My revision turns to the rules for recovery of Magic Points, where all Magic Points are returned after 24 hours and partial losses are returned on the same scale. Let's use a similar system. All hit points will be healed after 12 weeks, and lesser hit point losses will be restored at the same rate. Lost half hit points? You must wait for 6 weeks. Lost a quarter hit points, you must wait for 3 weeks. This is a little rough and ready, but it's the same basic rule that is used for Magic Points and so shouldn't prove too controversial.
First Aid and Medicine skill should obviously have an important part to play. First Aid can be matched against twice the hit points lost (the Passive Characteristic). With a success here 1D3 hit points are immediately restored and a deteriorating character in Shock will stabilize. Medicine skill has two major uses. It can be matched against twice the hit points lost to repair a serious (Shock) wound and allow that wound to begin healing at the normal rate (perhaps failure means further damage, say 1D3). It can also be used with a lesser injury to halve the recovery time - again simply test Medicine against twice the hit points lost.
Let's try an example: Leroy (hit points 14) is shot in the street with a 9mm and takes 8 points of damage, a very nasty wound.

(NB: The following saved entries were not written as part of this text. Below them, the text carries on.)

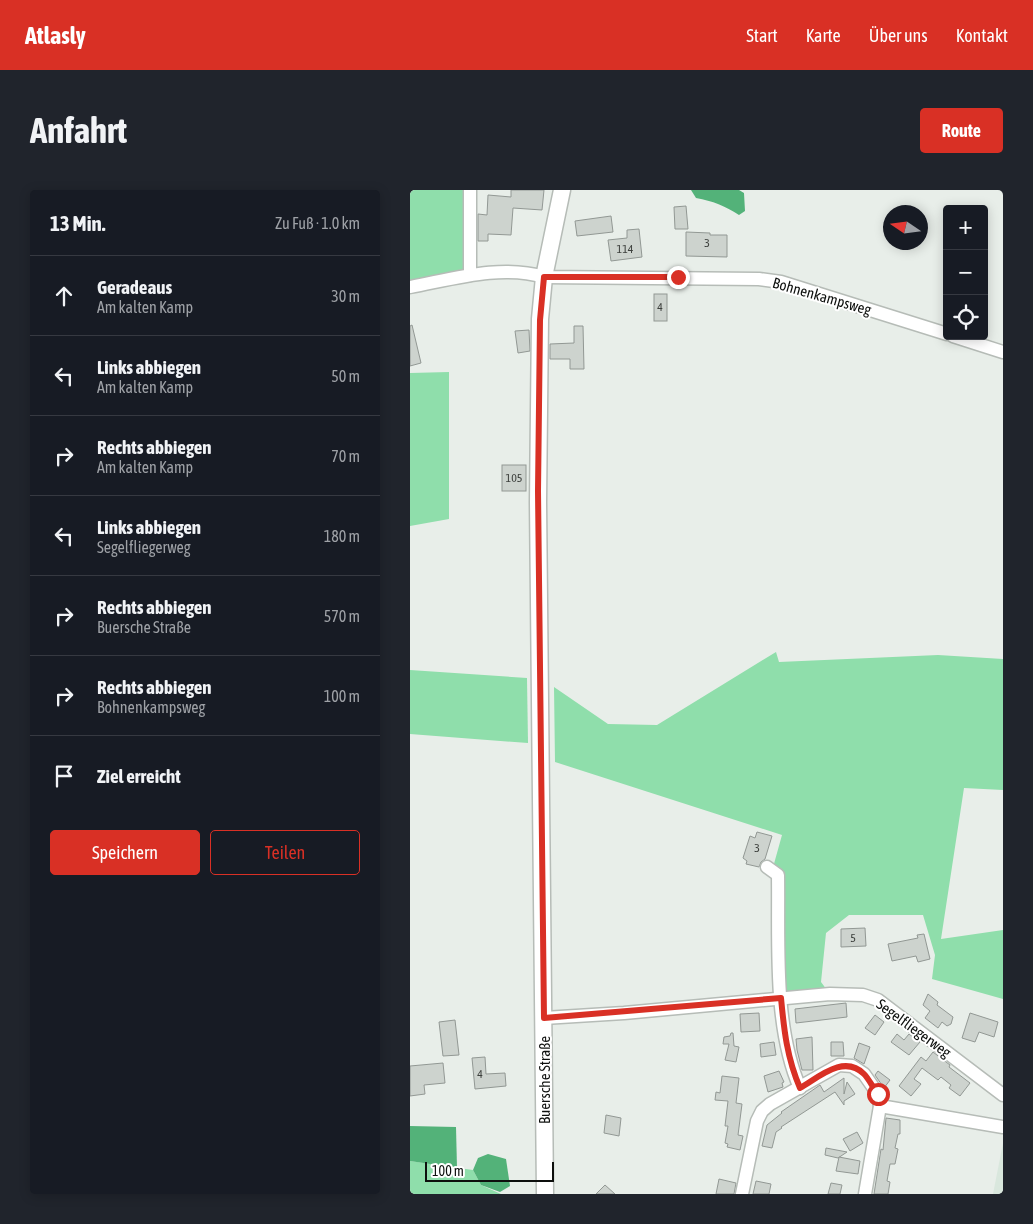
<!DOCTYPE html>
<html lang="de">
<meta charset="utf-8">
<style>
:root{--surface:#171b24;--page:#20242c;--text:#f1f3f6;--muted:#9ea1a6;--line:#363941;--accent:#d93025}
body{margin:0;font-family:"Asap Condensed",sans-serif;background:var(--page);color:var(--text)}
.controls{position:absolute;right:15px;top:15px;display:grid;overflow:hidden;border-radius:5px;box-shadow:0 2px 12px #0003}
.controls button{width:45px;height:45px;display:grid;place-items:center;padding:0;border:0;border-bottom:1px solid var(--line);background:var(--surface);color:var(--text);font:25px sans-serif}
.compass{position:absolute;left:473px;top:15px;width:45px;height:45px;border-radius:50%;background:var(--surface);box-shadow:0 2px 12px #0003;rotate:283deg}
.scale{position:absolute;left:15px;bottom:12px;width:129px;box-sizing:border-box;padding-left:5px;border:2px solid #0d0f0d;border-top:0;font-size:14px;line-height:18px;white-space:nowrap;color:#0d0f0d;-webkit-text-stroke:4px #fff;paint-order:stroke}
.stop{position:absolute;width:15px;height:15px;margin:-11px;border:4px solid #d93025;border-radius:50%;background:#fff}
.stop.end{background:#d93025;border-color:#fff;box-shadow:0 1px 5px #0008}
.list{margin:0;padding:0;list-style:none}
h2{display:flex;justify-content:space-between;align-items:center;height:65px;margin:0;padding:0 20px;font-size:21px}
h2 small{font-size:16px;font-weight:400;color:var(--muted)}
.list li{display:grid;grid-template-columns:32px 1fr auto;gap:15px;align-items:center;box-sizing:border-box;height:80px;padding:0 20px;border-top:1px solid var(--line)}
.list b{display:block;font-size:19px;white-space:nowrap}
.list p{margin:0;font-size:16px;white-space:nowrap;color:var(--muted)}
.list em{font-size:16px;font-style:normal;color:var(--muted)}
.actions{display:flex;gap:10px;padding:15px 20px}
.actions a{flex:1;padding:11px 0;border:1px solid var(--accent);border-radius:5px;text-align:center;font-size:18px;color:var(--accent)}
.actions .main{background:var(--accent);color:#fff}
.icon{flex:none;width:28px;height:28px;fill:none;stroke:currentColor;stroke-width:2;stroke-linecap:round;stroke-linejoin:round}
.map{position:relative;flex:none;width:593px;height:1004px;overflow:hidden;border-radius:5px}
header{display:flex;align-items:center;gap:30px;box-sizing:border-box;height:70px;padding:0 25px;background:var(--accent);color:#fff}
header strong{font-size:24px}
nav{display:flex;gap:28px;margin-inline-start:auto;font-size:18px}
.intro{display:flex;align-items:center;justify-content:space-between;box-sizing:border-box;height:120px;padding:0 30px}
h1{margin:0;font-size:35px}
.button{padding:12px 22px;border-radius:5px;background:var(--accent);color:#fff;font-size:18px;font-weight:700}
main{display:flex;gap:30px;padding:0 30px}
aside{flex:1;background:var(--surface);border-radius:5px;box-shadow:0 2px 12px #0003}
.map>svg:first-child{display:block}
</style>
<header>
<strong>Atlasly</strong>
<nav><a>Start</a><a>Karte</a><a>Über uns</a><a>Kontakt</a></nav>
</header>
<div class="intro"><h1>Anfahrt</h1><a class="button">Route</a></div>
<main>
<aside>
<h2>13 Min.<small>Zu Fuß · 1.0 km</small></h2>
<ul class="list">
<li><svg class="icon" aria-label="ahead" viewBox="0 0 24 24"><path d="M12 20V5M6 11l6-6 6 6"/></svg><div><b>Geradeaus</b><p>Am kalten Kamp</p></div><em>30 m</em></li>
<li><svg class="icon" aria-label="left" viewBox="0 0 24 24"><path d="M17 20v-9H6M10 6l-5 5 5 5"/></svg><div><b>Links abbiegen</b><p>Am kalten Kamp</p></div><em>50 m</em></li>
<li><svg class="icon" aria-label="right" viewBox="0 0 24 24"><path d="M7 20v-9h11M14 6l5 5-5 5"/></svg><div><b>Rechts abbiegen</b><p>Am kalten Kamp</p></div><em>70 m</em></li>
<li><svg class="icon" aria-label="left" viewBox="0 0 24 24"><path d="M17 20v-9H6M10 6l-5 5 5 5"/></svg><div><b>Links abbiegen</b><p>Segelfliegerweg</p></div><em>180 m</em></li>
<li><svg class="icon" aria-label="right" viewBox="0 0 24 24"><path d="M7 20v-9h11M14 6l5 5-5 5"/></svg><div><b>Rechts abbiegen</b><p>Buersche Straße</p></div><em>570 m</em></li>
<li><svg class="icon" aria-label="right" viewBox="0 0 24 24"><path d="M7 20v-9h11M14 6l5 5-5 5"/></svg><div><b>Rechts abbiegen</b><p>Bohnenkampsweg</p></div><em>100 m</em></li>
<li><svg class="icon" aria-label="arrive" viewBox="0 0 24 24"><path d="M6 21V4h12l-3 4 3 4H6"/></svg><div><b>Ziel erreicht</b></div></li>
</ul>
<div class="actions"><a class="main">Speichern</a><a>Teilen</a></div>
</aside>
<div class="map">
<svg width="593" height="1004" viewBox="0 0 593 1004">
<rect width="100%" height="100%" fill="#e8eee9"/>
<!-- built -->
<polygon fill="#d9e7dd" points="593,953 593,1004 583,1004"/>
<!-- green -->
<g fill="#8fdeab">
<polygon points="0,0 60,0 60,85 0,97"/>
<polygon points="39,182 39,329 0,336 0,183"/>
<polygon points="366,462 369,472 528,465 593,469 593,600 554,598 531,749 593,740 593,809 522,789 525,765 513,725 439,725 416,743 411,792 420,804 371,808 362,681 372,645 145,572 144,497 198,534 247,535"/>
<polygon points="0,480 117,488 118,553 0,544"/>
<polygon points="0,971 63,980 71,995 91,1004 0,1004"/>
</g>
<!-- water -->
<g fill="#53b279">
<path d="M281,0h48l5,3 1,18 -6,4c-14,-9 -26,-14 -43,-17z"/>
<polygon points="0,936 46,937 47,978 0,971"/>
<polygon points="78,964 96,969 100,996 90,1002 71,995 63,980 68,968"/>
</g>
<!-- building -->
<g fill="#cdd3ce" stroke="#929894">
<polygon points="101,0 134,0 132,20 103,18 101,45 78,44 78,51 68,51 68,24 77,25 78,5 101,7"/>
<polygon points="276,16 278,39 265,39 264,17"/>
<polygon points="201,26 203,42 167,46 165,31"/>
<polygon points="229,39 232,67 201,71 198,50 217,48 217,40"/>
<polygon points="276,42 300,43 300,45 317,45 317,67 276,66"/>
<rect x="244" y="104" width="13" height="27"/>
<polygon points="2,135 11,173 0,176 0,136"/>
<polygon points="164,136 173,136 174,179 160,179 160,169 140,169 140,154 164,153"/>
<polygon points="119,140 120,161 108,163 105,141"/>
<rect x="92" y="275" width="24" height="26"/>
<polygon points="347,642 362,646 355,669 351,672 349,677 336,674 337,671 333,668 340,646 345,648"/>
<polygon points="455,738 456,756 431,757 431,739"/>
<polygon points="514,744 520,769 508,772 506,766 482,771 478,754 508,748 507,745"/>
<polygon points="518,804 528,812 527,815 543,827 541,834 537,836 532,832 528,838 515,828 520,821 513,815"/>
<polygon points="436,813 437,827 386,833 385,819"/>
<polygon points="349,823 350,841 331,842 330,824"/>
<polygon points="560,823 588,832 584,847 569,842 565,852 552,848"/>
<polygon points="465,825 474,832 465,845 455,838"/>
<polygon points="45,830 49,865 33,866 29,832"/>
<polygon points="321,843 323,843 324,856 329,857 326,872 315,870 319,854 313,854 314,847 320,846"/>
<polygon points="487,844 494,850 499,844 510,852 499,865 481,852"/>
<polygon points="402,847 403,880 392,880 387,860 386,849"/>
<polygon points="364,852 366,865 351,867 350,854"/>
<polygon points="421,852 433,852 434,866 421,866"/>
<polygon points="449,853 460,857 454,874 444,868"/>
<polygon points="523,862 540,875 539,877 560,893 550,906 539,898 541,895 531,887 528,890 512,878 504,889 511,894 501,906 489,896 511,867 516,871"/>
<polygon points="75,867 76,884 95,883 96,896 65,899 62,868"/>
<polygon points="33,873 35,893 14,895 15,904 0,906 0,876"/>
<polygon points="369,881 374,892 372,893 373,897 358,902 354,886"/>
<polygon points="468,881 480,890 474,898 465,885"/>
<polygon points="312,886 329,888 326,913 332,914 328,945 333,946 330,960 317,957 318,954 315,953 318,936 315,936 318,911 305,910 306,902 310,903"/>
<polygon points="434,888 434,904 437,892 445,904 434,911 434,915 425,902 371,937 372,938 366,942 362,958 352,956 357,935 372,923 371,922 410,895 414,902"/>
<polygon points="196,925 211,928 209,946 194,943"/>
<polygon points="476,928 490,930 490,944 488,944 485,958 488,959 485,974 480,974 477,991 480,992 478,1004 464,1004 471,959 473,960"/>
<polygon points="447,942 453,953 440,961 433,949"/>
<polygon points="416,958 437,962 428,968 415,965"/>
<polygon points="429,967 450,971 448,984 426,981"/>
<polygon points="309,989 326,993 324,1004 306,1004"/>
<polygon points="346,991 361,994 359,1004 343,1004"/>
<polygon points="421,993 432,995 430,1004 418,1004"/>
<polygon points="195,995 205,1004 186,1004"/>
</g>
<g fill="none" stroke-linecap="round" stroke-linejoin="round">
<defs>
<g id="minor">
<polyline points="60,85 60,0"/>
<path d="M0,97c43,-8 91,-23 134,-10l215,2 22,3 166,52"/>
<polyline points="543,146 593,162"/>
<path d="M357,677l11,8c1,68 -5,151 22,213"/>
<polyline points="134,828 214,823 420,804 453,805 468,810 593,905"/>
<polyline points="470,916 593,937"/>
<polyline points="332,1004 347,931 352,921 360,914 429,875 442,876 454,884 468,904 470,916 455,1004"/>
</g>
<polyline id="major" points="135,1004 128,312 130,129 134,87 152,0"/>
</defs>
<!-- minor casing -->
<use href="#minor" stroke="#b6bcb7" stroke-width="15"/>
<!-- major casing -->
<use href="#major" stroke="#b6bcb7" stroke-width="19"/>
<!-- minor -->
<use href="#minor" stroke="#fff" stroke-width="12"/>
<!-- major -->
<use href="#major" stroke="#fff" stroke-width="16"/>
</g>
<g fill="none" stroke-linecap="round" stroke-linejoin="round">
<!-- route -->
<path stroke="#d93025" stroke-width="6" d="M268,87h-134l-4,43 -2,171 6,527 237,-20c3,32 6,60 19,90 19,-11 44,-34 64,-14 5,5 9,14 14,20"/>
</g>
<g text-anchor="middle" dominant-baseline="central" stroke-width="4" stroke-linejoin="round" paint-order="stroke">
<!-- number labels -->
<g font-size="12" fill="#3d403d">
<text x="297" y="53">3</text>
<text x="215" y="59">114</text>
<text x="250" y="117">4</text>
<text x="104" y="288">105</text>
<text x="347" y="658">3</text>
<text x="443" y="748">5</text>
<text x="70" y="884">4</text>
</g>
<!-- street labels -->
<g font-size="15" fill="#0d0f0d" stroke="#fff">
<text transform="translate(412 106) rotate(16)">Bohnenkampsweg</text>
<text transform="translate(504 838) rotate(36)">Segelfliegerweg</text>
<text transform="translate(134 890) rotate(-90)">Buersche Straße</text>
</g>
</g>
</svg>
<div class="controls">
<button>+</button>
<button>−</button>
<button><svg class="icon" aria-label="locate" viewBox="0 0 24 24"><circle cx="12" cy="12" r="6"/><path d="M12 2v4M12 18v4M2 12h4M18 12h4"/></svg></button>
</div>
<svg class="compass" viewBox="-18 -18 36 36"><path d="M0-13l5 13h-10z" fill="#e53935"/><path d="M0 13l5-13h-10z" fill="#9ea1a6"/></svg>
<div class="scale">100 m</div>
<div class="stop" style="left:468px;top:904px"></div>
<div class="stop end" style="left:268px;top:87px"></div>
</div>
</main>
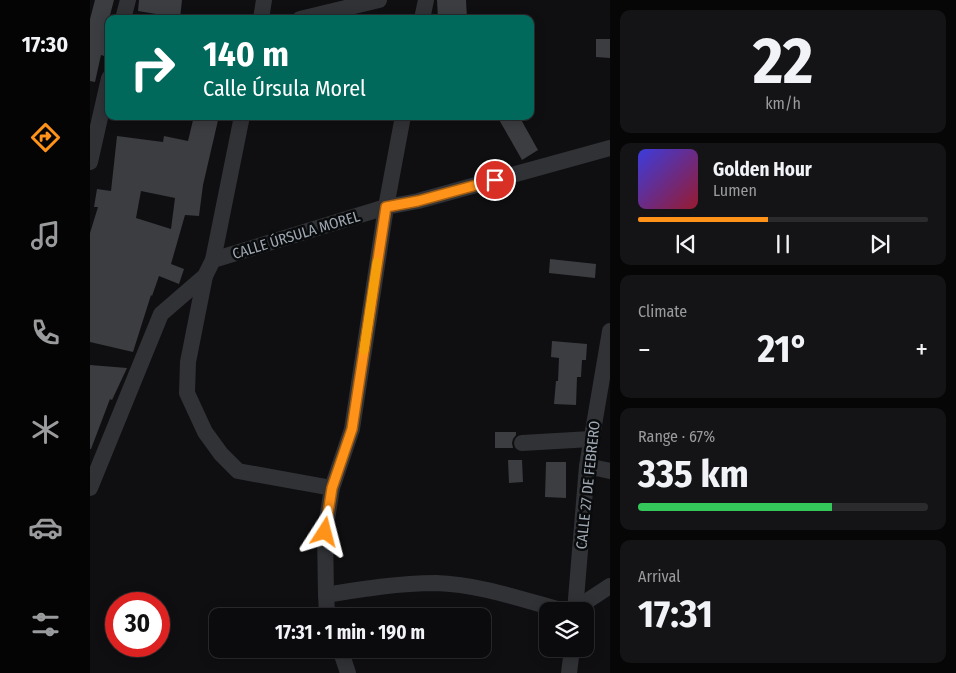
<!DOCTYPE html>
<html lang="en">
<head>
<meta charset="utf-8">
<style>
  :root { --surface:#0b0b0d; --page:#141416; --text:#f1f3f6; --muted:#9a9b9d; --line:#2b2b2e; --accent:#ff9219 }
  body { margin:0; font-family:"Fira Sans Condensed",sans-serif; background:var(--page); color:var(--text); height:100vh; display:flex; flex-direction:column; font-size:19px; white-space:nowrap }
  * { box-sizing:border-box; margin:0 }
  p { font-size:16px; color:var(--muted) }
  .icon { flex:none; width:28px; height:28px; fill:none; stroke:currentColor; stroke-width:2; stroke-linecap:round; stroke-linejoin:round }
  .map { position:relative; flex:1; overflow:hidden }
  .drawer { display:flex; flex-direction:column; gap:10px; padding:10px; background:#060607; width:346px }
  .drawer>* { flex:none }
  .guide { position:absolute; left:15px; top:15px; width:429px; height:105px; border-radius:10px; box-shadow:0 2px 12px #0003,0 0 0 1px var(--line); background:#00695c; color:#fff; overflow:hidden }
  .buttons { position:absolute; left:449px; top:602px; display:grid; gap:10px }
  .buttons a { display:grid; place-items:center; width:55px; height:55px; border-radius:10px; background:var(--surface); box-shadow:0 2px 12px #0003,0 0 0 1px var(--line); font-size:25px }
  .speed { position:absolute; left:15px; top:592px; display:flex; gap:10px; font-size:25px; font-weight:700; text-align:center }
  .speed>* { display:grid; place-content:center; width:65px; height:65px; border-radius:50%; background:var(--surface); box-shadow:0 2px 12px #0003,0 0 0 1px var(--line); line-height:1 }
  .speed .limit { border:8px solid #d22; background:#fff; color:#111 }
  .pin { position:absolute; display:grid; place-items:center; width:42px; height:42px; color:#fff; margin:-21px; border:2px solid #fff; border-radius:50%; box-shadow:0 1px 5px #0007 }
  .me { position:absolute; width:55px; margin:-28px; rotate:9deg; stroke-linejoin:round; filter:drop-shadow(0 0 4px #0008) }
  .turn { display:flex; align-items:center; gap:18px; height:105px; padding:0 15px; font-size:22px }
  .turn .icon { width:65px; height:65px; stroke-width:2.5 }
  .turn b { display:block; font-size:35px; line-height:42px }
  .big { font-size:38px; font-weight:700; line-height:1.1 }
  .drawer .widget { flex:1; display:flex; flex-direction:column; justify-content:center; gap:8px; min-width:0; padding:0 18px; border-radius:10px; background:var(--page) }
  .drawer .dial { align-items:center; gap:0 }
  .dial b { font-size:65px; line-height:1 }
  .song { display:flex; align-items:center; gap:15px }
  .cover { width:60px; height:60px; border-radius:8px; background:linear-gradient(135deg,hsl(240 70% 55%),hsl(350 70% 35%)) }
  .played { height:5px; border-radius:2px; background:linear-gradient(90deg,var(--accent) 45%,var(--line) 45%) }
  .keys { display:flex; justify-content:space-around; direction:ltr }
  .heat { display:flex; justify-content:space-between; align-items:center; font-size:28px; direction:ltr }
  .charge { height:8px; border-radius:4px; background:linear-gradient(90deg,#34c759 67%,var(--line) 0) }
  .trip { position:absolute; left:119px; top:608px; width:282px; height:50px; border-radius:10px; background:var(--surface); box-shadow:0 2px 12px #0003,0 0 0 1px var(--line); font-weight:700; line-height:50px; text-align:center }
  main { display:flex; flex:1; min-height:0 }
  .dock { display:flex; flex-direction:column; width:90px; justify-content:space-around; align-items:center; background:#040405; color:var(--muted) }
  .dock .icon { width:35px; height:35px }
  .dock .active { color:var(--accent) }
  .dock b { font-size:22px; color:var(--text) }
  .map>svg:first-child { display:block }
</style>
</head>
<body>
<main>
<nav class="dock">
<b>17:30</b>
<svg class="icon active" aria-label="directions" viewBox="0 0 24 24"><path d="M12 3l9 9-9 9-9-9zM9 14v-3h6M13 9l2 2-2 2"/></svg>
<svg class="icon" aria-label="music" viewBox="0 0 24 24"><path d="M9 18V5l10-2v13"/><circle cx="6" cy="18" r="3"/><circle cx="16" cy="16" r="3"/></svg>
<svg class="icon" aria-label="phone" viewBox="0 0 24 24"><path d="M5 4h4l2 5-3 2q2 4 5 5l2-3 5 2v4C11 20 4 13 5 4z"/></svg>
<svg class="icon" aria-label="climate" viewBox="0 0 24 24"><path d="M12 3v18M4 7l16 10M4 17L20 7"/></svg>
<svg class="icon" aria-label="car" viewBox="0 0 24 24"><path d="M5 17H2v-5l4-1 3-4h7l3 4 3 1v5h-3M9 17h6M6 11h13"/><circle cx="7" cy="17" r="2"/><circle cx="17" cy="17" r="2"/></svg>
<svg class="icon" aria-label="filters" viewBox="0 0 24 24"><path d="M4 7h16M4 17h16"/><circle cx="9" cy="7" r="2"/><circle cx="15" cy="17" r="2"/></svg>
</nav>
<div class="map">
<svg width="520" height="673" viewBox="0 0 520 673">
  <rect width="100%" height="100%" fill="#0f0f11"/>
  <g fill="#3b3d41" fill-rule="evenodd">
    <polygon points="5,0 24,0 14,38 17,39 14,56 11,55 5,82 0,81 0,19"/>
    <polygon points="49,0 92,0 90,18 48,11"/>
    <polygon points="347,0 376,0 377,19 348,19"/>
    <polygon points="506,39 520,39 520,58 506,57"/>
    <path d="M104 116H129L113 185 109 216 95 215 81 264 94 269 89 284 69 276 62 296 61 295 43 352 0 342V233L8 207H4L7 189 21 191 27 136 73 142 74 136 98 141ZM51 191 85 198 81 229 46 218Z"/>
    <polygon points="407,116 429,116 448,150 432,160"/>
    <polygon points="460,259 506,264 505,278 459,273"/>
    <polygon points="462,341 497,344 496,360 492,360 491,377 487,377 486,405 464,404 466,381 468,381 469,358 461,357"/>
    <polygon points="0,365 37,368 22,400 20,399 1,449 0,449"/>
    <polygon points="405,432 426,432 426,435 423,439 422,443 423,448 405,448"/>
    <polygon points="418,460 432,460 433,482 419,483"/>
    <polygon points="456,462 476,462 476,498 455,497"/>
  </g>
  <g fill="none" stroke-linecap="round" stroke-linejoin="round">
    <g stroke="#303236" stroke-width="16">
      <polyline points="33,19 38,0"/>
      <polyline points="171,19 174,0"/>
      <polyline points="210,19 289,0"/>
      <polyline points="332,19 336,0"/>
      <polyline points="0,162 19,78"/>
      <polyline points="123,260 296,207 328,201 520,148"/>
      <polyline points="115,276 98,362 97,393 115,432 131,454 148,471 242,488"/>
      <polyline points="432,443 501,439"/>
      <polyline points="497,466 520,471"/>
      <polyline points="0,488 71,314 115,276 123,260 152,116"/>
      <path d="M236 595C272 589 309 583 346 583 388 584 434 600 474 611"/>
      <polyline points="485,609 520,586"/>
      <polyline points="485,611 497,466 520,331"/>
      <polyline points="238,616 237,612 236,595 235,532 242,488 262,429 296,207 313,116"/>
      <polyline points="250,649 258,673"/>
      <polyline points="479,673 482,649"/>
    </g>
  </g>
  <g fill="none" stroke-linecap="round" stroke-linejoin="round">
    <g stroke="#a65f10" stroke-width="12">
      <polyline id="route" points="235,532 242,488 262,429 296,207 328,201 405,180"/>
    </g>
    <use href="#route" stroke="#ff9219" stroke-width="9"/>
    <polyline stroke="#f59e0b" stroke-width="9" points="274,350 287,262"/>
  </g>
  <g text-anchor="middle" stroke-width="5" stroke-linejoin="round" paint-order="stroke">
    <g font-size="15" fill="#9fa8b3" stroke="#0a0b0c">
      <text transform="translate(206 235) rotate(-17)" y="5">CALLE ÚRSULA MOREL</text>
      <text transform="translate(498 485) rotate(-84)" y="5">CALLE 27 DE FEBRERO</text>
    </g>
  </g>
</svg>
<div class="buttons">
<a><svg class="icon" aria-label="layers" viewBox="0 0 24 24"><path d="M12 4l9 5-9 5-9-5zM3 14l9 5 9-5"/></svg></a>
</div>
<div class="speed"><div class="limit">30</div></div>
<div class="pin" style="left:405px;top:180px;background:#d93025"><svg class="icon" aria-label="arrive" viewBox="0 0 24 24"><path d="M6 21V4h12l-3 4 3 4H6"/></svg></div>
<svg class="me" style="left:235px;top:532px" viewBox="-20 -20 40 40"><path d="M0-17L14 15 0 8-14 15z" fill="#ff9219" stroke="#fff" stroke-width="4"/></svg>
<div class="trip">17:31 · 1 min · 190 m</div>
<div class="guide">
<div class="turn"><svg class="icon" aria-label="right" viewBox="0 0 24 24"><path d="M7 20v-9h11M14 6l5 5-5 5"/></svg><div><b>140 m</b>Calle Úrsula Morel</div></div>
</div>
</div>
<section class="drawer">
<div class="widget dial"><b>22</b><p>km/h</p></div>
<div class="widget">
<div class="song"><i class="cover"></i><div><b>Golden Hour</b><p>Lumen</p></div></div>
<div class="played"></div>
<div class="keys"><svg class="icon" aria-label="previous" viewBox="0 0 24 24"><path d="M18 5L8 12l10 7zM5 5v14"/></svg><svg class="icon" aria-label="pause" viewBox="0 0 24 24"><path d="M8 5v14M16 5v14"/></svg><svg class="icon" aria-label="next" viewBox="0 0 24 24"><path d="M6 5l10 7-10 7zM19 5v14"/></svg></div>
</div>
<div class="widget"><p>Climate</p>
<div class="heat"><a>−</a><b class="big">21°</b><a>+</a></div>
</div>
<div class="widget"><p>Range · 67%</p><b class="big">335 km</b><div class="charge"></div></div>
<div class="widget"><p>Arrival</p><b class="big">17:31</b></div>
</section>
</main>
</body>
</html>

He is Stunned for 8 combat rounds, writhing in pain, bleeding and on the sidewalk. The injury is over half of Leroy's hit points, so he goes into Shock, blacking out and halving all of his skills, his STR, DEX, APP, CON and INT reduced to half. He is losing 1 hit point per 3 hours. The paramedics (56%) arrive and test their skill against the 80% wound. Let's say they make their roll and restore 2 hit points. Leroy stops bleeding (for now).
At hospital Leroy is rushed into surgery. The surgeon is 40% but the wound is still a Passive Characteristic of 60% and he must roll D100 to repair the injury and get Leroy on the mend. He fails and so Leroy loses 2 points. At the next attempt the surgeon makes his roll and so our patient must wait 6 weeks to reach full hit points.
Obviously there are many ways to address BRP's 'quirks', and this is just one method. I could go further but it's the ethos I want to get across here, just as much as the actual mechanics I created.